Boudjemaa Haïchour, ancien ministre, membre du CC se réclame lui du courant centraliste. C'est d'ailleurs lui qui a pris la peine de nous expliquer «la nuance» qui existe entre les deux mouvements de contestation qui se sont déclarés contre Belkhadem. «Le premier qui s'est déclenché en 2010 au lendemain du 9e congrès et la désignation du Bureau politique (BP), s'appelle le mouvement d'authenticité et de redressement, ceux qui l'ont créé ont dit à Belkhadem que lors du 9e congrès, il y a eu un grand nombre d'indus occupants (un tiers des congressistes n'avaient pas cumulé le nombre d'années de militantisme qu'il faut pour l'être), d'où leur revendication du départ de Belkhadem et du BP». L'ancien ministre des TIC précise qu'avant le congrès, « Abderrezak Bouhara avait distribué un document portant un texte doctrinal pour décrier la gestion du parti. Bouhara et d'autres membres se sont d'ailleurs retirés totalement de la vie statutaire et organique que dirige Belkhadem». Le groupe Bouhara est appelé selon Haïchour «le groupe des sages qui veut que les problèmes se règlent dans la sérénité ».

Quant aux animateurs du courant centraliste dont il fait partie, l'ex-ministre date son émergence «à la suite de la parution des listes des candidatures pour les législatives du 10 mai dernier, confectionnées par des membres du BP sous la houlette de Belkhadem». Des listes qu'il affirme avoir été composées «par des personnes détentrices de la Chkara (argent sale) ou des indus occupants (non militants du parti)». Haïchour fait savoir que «j'ai moi-même dit à Belkhadem que ce sont les mêmes personnes qui ont été à l'origine de la crise au FLN, vous prenez alors la responsabilité devant l'histoire parce qu'il va y avoir un mouvement de protestation à votre égard». Notre interlocuteur ne manquera pas quand même de souligner que «c'est Hraoubia qui a été le maître d'œuvre de la confection de ces listes, il a ainsi laminé toutes les élites militantes et intellectuelles du parti».

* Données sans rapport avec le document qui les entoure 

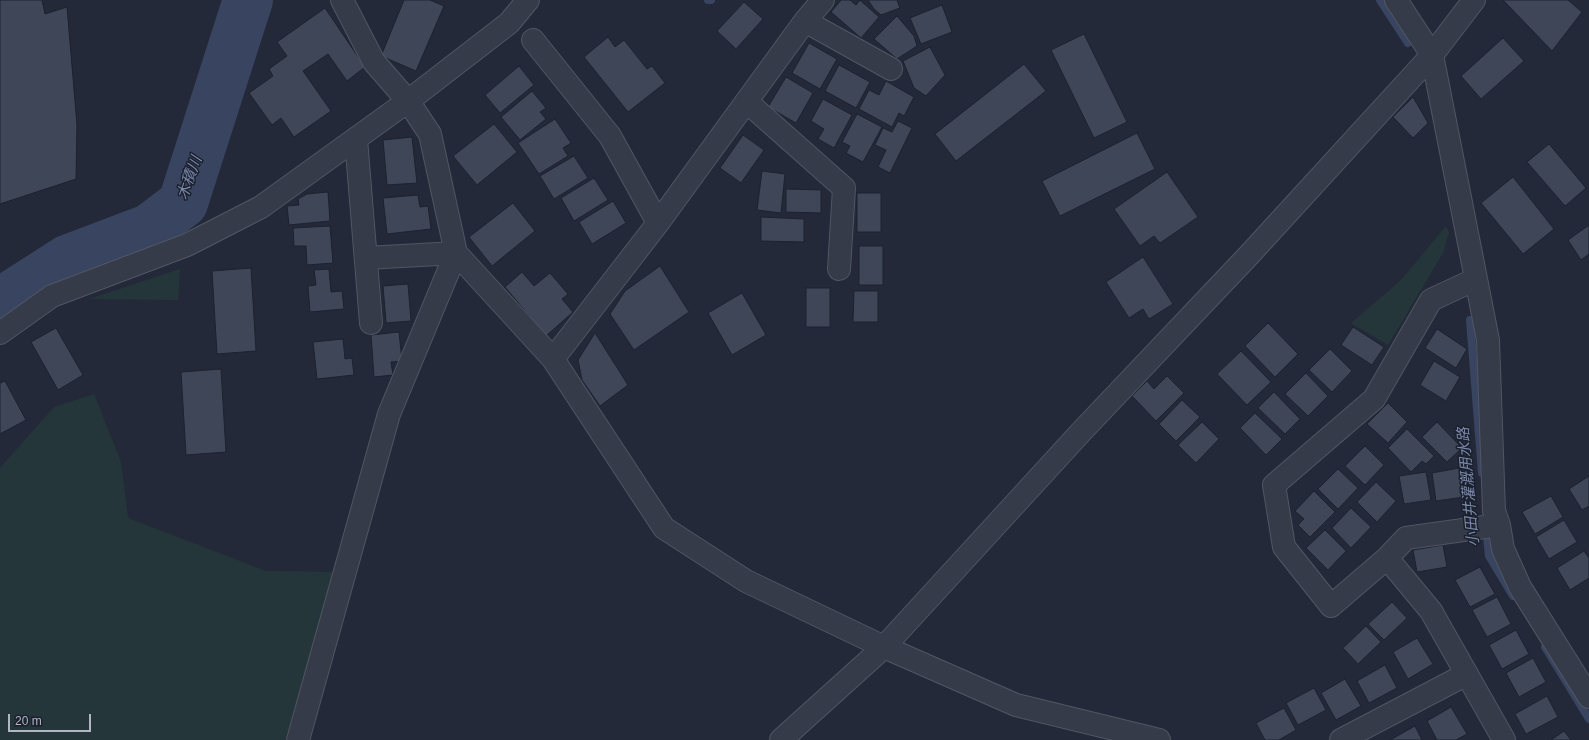 <!DOCTYPE html>
<html>
<head>
<meta charset="utf-8">
<style>
	body { margin:0 }
	#map { position:relative; width:1589px; height:740px; overflow:hidden; background:#232938; font-family:Helvetica,sans-serif }
	canvas { display:block }
	.scale { position:absolute; left:8px; top:714px; width:83px; height:18px; box-sizing:border-box; border:2px solid #b1b6c5; border-top:0; padding-left:5px; font-size:12px; line-height:14px; white-space:nowrap; color:#b1b6c5; -webkit-text-stroke:3px #1b202d; paint-order:stroke }
</style>
</head>
<body>
<div id="map">
<canvas width="1589" height="740"></canvas>
<div class="scale">20 m</div>
</div>
<script>
const ctx = document.querySelector('canvas').getContext('2d');
ctx.lineJoin = 'round';
function fill(path, color) {
  ctx.fillStyle = color;
  ctx.fill(path, 'evenodd');
}
function toPath(rows) {
  const path = new Path2D();
  for (const r of rows) {
    path.moveTo(r[0], r[1]);
    for (let i = 2; i < r.length; i += 2) path.lineTo(r[i], r[i + 1]);
  }
  return path;
}
function trace(path, color, width, dash) {
  ctx.strokeStyle = color;
  ctx.lineWidth = width;
  ctx.lineCap = dash ? 'butt' : 'round';
  ctx.setLineDash(dash || []);
  ctx.stroke(path);
}
function drawText(font, color, halo, rows, align = 'center') {
  ctx.font = font + ' Helvetica,"Noto Sans JP",sans-serif';
  ctx.lineWidth = 3;
  ctx.setLineDash([]);
  ctx.textBaseline = 'middle';
  ctx.strokeStyle = halo;
  ctx.fillStyle = color;
  for (const [text, x, y, turn = 0] of rows) {
    ctx.save();
    ctx.translate(x, y);
    ctx.rotate((+turn || 0) * Math.PI / 180);
    ctx.textAlign = isNaN(turn) ? turn : align;
    if (halo) ctx.strokeText(text, 0, 0);
    ctx.fillText(text, 0, 0);
    ctx.restore();
  }
}
fill(toPath([
	[1446,226,1449,232,1443,253,1388,345,1351,323,1401,280],
	[180,269,178,300,89,299],
	[94,394,121,462,128,518,266,571,338,572,285,740,0,740,0,468,54,407]
]), '#25363a');
trace(toPath([
	[708,0,711,0],
	[1380,0,1408,43],
	[1470,320,1482,473],
	[1486,527,1489,556,1513,596],
	[1545,647,1589,719]
]), '#394461', 8);
trace(toPath([
	[0,303,67,260,149,229,183,203,248,0]
]), '#394461', 50);
const building = toPath([
	[0,0,42,0,45,14,67,7,77,125,76,179,0,204,0,0],
	[404,0,430,0,444,6,416,71,381,56,404,0],
	[841,0,850,0,856,5,860,0,879,17,861,38,831,12,841,0],
	[868,0,897,0,900,8,881,15,874,9,868,0],
	[1503,0,1568,0,1582,12,1552,51,1503,0],
	[744,2,763,19,736,49,717,31,744,2],
	[942,5,952,32,921,44,910,18,942,5],
	[325,8,365,67,347,81,328,54,303,71,331,111,294,137,281,118,272,125,249,93,273,76,269,69,287,56,277,42,325,8],
	[897,16,914,36,917,46,897,59,874,39,897,16],
	[1084,34,1127,122,1094,138,1051,50,1084,34],
	[608,37,615,47,624,40,647,69,652,66,665,83,628,112,584,57,608,37],
	[1503,38,1524,61,1481,99,1461,76,1503,38],
	[809,43,837,59,820,89,792,73,809,43],
	[930,47,945,75,926,96,914,88,903,61,930,47],
	[1024,64,1046,91,956,161,935,134,1024,64],
	[839,65,870,82,856,108,825,91,839,65],
	[519,66,534,85,500,113,485,95,519,66],
	[786,77,813,93,796,123,768,107,786,77],
	[886,81,914,97,904,116,899,113,892,127,859,109,869,90,879,95,886,81],
	[532,91,546,108,540,112,546,119,520,140,501,117,532,91],
	[1413,97,1428,123,1413,138,1393,117,1413,97],
	[823,99,852,115,834,148,818,139,824,129,811,121,823,99],
	[857,114,882,127,863,162,846,153,850,146,842,142,857,114],
	[555,119,571,143,563,148,568,156,539,174,518,143,555,119],
	[898,121,912,128,890,173,878,167,886,150,875,145,883,128,892,132,898,121],
	[494,124,517,152,477,185,453,156,494,124],
	[1137,133,1155,169,1060,216,1042,181,1137,133],
	[743,135,764,150,741,183,720,168,743,135],
	[412,137,417,183,387,185,383,140,412,137],
	[1549,144,1586,188,1565,206,1527,162,1549,144],
	[574,156,588,178,554,199,540,176,574,156],
	[762,171,785,174,781,213,757,210,762,171],
	[1167,172,1198,217,1160,243,1154,236,1140,246,1114,209,1167,172],
	[1513,177,1554,229,1523,254,1481,203,1513,177],
	[594,178,608,200,574,221,561,198,594,178],
	[786,189,821,190,821,213,786,212,786,189],
	[328,192,330,221,289,225,287,206,299,205,298,199,307,194,328,192],
	[857,193,881,193,881,232,857,232,857,193],
	[418,195,420,207,428,206,431,229,387,234,383,198,418,195],
	[613,201,626,223,592,244,579,222,613,201],
	[513,203,535,231,492,266,469,237,513,203],
	[761,217,804,219,804,242,761,241,761,217],
	[1589,225,1589,254,1581,260,1568,240,1589,225],
	[330,226,333,263,307,265,306,246,294,246,293,228,330,226],
	[859,246,883,246,883,285,859,285,859,246],
	[1143,257,1173,304,1149,319,1143,309,1129,318,1106,282,1143,257],
	[660,266,689,312,634,350,610,314,625,291,660,266],
	[251,268,256,351,217,354,212,271,251,268],
	[329,269,331,292,342,291,344,309,310,312,308,286,316,285,314,270,329,269],
	[522,272,534,286,550,273,568,294,562,299,573,312,546,336,505,287,522,272],
	[408,284,411,321,386,323,383,286,408,284],
	[806,288,830,288,830,327,806,327,806,288],
	[854,291,878,291,878,322,853,322,854,291],
	[742,293,766,335,732,355,708,313,742,293],
	[1268,323,1298,354,1275,377,1245,346,1268,323],
	[1353,327,1384,347,1372,365,1341,345,1353,327],
	[56,328,83,375,58,390,31,342,56,328],
	[1437,329,1467,349,1456,368,1425,348,1437,329],
	[399,332,402,361,391,362,393,375,374,377,371,335,399,332],
	[595,333,628,385,600,406,582,380,578,360,595,333],
	[343,339,345,359,352,358,354,375,317,379,313,342,343,339],
	[1330,349,1352,371,1332,392,1309,370,1330,349],
	[1241,351,1271,382,1247,405,1217,374,1241,351],
	[1434,361,1460,377,1446,401,1420,385,1434,361],
	[221,369,226,452,186,455,181,372,221,369],
	[1306,373,1328,396,1308,416,1285,394,1306,373],
	[1167,376,1184,393,1156,421,1132,396,1147,381,1154,389,1167,376],
	[5,381,26,420,0,434,0,383,5,381],
	[1274,392,1300,419,1285,434,1258,408,1274,392],
	[1182,400,1200,417,1176,441,1159,424,1182,400],
	[1388,403,1407,422,1388,443,1367,424,1388,403],
	[1255,413,1282,439,1266,455,1240,428,1255,413],
	[1202,422,1219,439,1196,463,1178,445,1202,422],
	[1437,422,1462,448,1447,462,1422,437,1437,422],
	[1407,429,1434,456,1426,464,1422,461,1411,472,1388,448,1407,429],
	[1365,446,1384,465,1365,485,1345,466,1365,446],
	[1459,468,1464,497,1436,501,1432,473,1459,468],
	[1338,469,1358,488,1338,509,1318,489,1338,469],
	[1426,472,1431,500,1404,504,1399,476,1426,472],
	[1589,476,1589,506,1582,510,1569,489,1589,476],
	[1376,482,1396,501,1377,522,1357,502,1376,482],
	[1314,491,1335,512,1310,537,1298,525,1304,519,1295,511,1314,491],
	[1551,496,1563,517,1535,534,1522,512,1551,496],
	[1351,508,1371,527,1351,548,1332,528,1351,508],
	[1564,520,1577,542,1549,559,1536,537,1564,520],
	[1325,530,1346,551,1328,570,1306,548,1325,530],
	[1443,545,1447,567,1417,572,1413,550,1443,545],
	[1584,551,1589,558,1589,578,1570,590,1557,568,1584,551],
	[1480,567,1495,594,1470,607,1455,580,1480,567],
	[1497,597,1511,624,1487,637,1472,610,1497,597],
	[1392,602,1407,618,1384,640,1368,624,1392,602],
	[1366,626,1381,642,1358,664,1343,648,1366,626],
	[1516,630,1529,654,1502,669,1489,645,1516,630],
	[1417,638,1433,664,1408,679,1393,652,1417,638],
	[1533,658,1546,682,1519,697,1506,673,1533,658],
	[1385,665,1397,688,1369,703,1357,681,1385,665],
	[1345,679,1361,706,1336,720,1321,693,1345,679],
	[1314,688,1326,710,1298,725,1286,703,1314,688],
	[1547,696,1558,717,1526,734,1515,714,1547,696],
	[1451,707,1467,734,1456,740,1437,740,1427,721,1451,707],
	[1284,708,1296,730,1279,740,1265,740,1256,723,1284,708],
	[1415,726,1422,740,1390,740,1415,726],
	[1564,731,1571,740,1551,740,1564,731]
]);
fill(building, '#3f4658');
trace(building, '#1d2230', 1);
const minor = toPath([
	[342,0,374,62,408,101,430,134,456,253,553,359,664,528,746,581,884,647,1016,705,1159,740],
	[1396,0,1432,55,1476,279,1488,340,1494,511,1499,525,1503,549,1520,587,1589,697],
	[805,21,891,69],
	[533,40,610,136,658,223],
	[747,102,844,188,839,269],
	[356,139,371,323],
	[366,258,456,253],
	[1476,279,1431,300,1374,399,1274,485,1284,547,1331,606,1387,558,1406,538,1499,525],
	[0,333,52,296,187,245,261,207,408,101,509,23,528,0],
	[553,359,658,223,805,21,823,0],
	[1387,558,1431,611,1504,740],
	[298,740,389,414,456,253],
	[781,740,884,647,1081,432,1249,255,1432,55,1474,0],
	[1341,740,1467,674]
]);
trace(minor, '#515664', 24);
trace(minor, '#363b49', 22);
drawText('italic 15px', '#7a88ab', '#1b202d', [
	["木積川",190,178,-70],
	["小田井灌漑用水路",1469,487,-95]
]);
</script>
</body>
</html>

Il rappelle que «nous avons demandé à ce qu'il n'y ait sur les listes ni mouhafadhs, ni membres du BP, ni les ministres, mais Belkhadem a retenu quatre candidats du BP et des ministres en poste, nous avons alors compris que les choses étaient ficelées, que Belkhadem se projetait en tant qu'héritier de la présidence de la République, Hraoubia voulait la présidence de l'APN et Nouara Djaafar allait être remplacée à son poste de ministre par une des femmes candidates FLN». Le «Nous» dans la phrase, veut dire selon Haïchour, ceux qui «constituons le courant des centralistes, on fait une extrapolation sur l'histoire, on est contre les zaâmate (leadership ndlr)». Les deux courants «y compris les sages», dit-il, se sont unis et demandent « le départ de Belkhadem». Ils veulent un seul point à l'ordre du jour de la réunion du CC du vendredi prochain à savoir «faire parler l'urne pour voter en faveur d'un retrait de confiance au secrétaire général du parti».

«LE 15 JUIN, BELKHADEM NE SERA PLUS SG DU FLN»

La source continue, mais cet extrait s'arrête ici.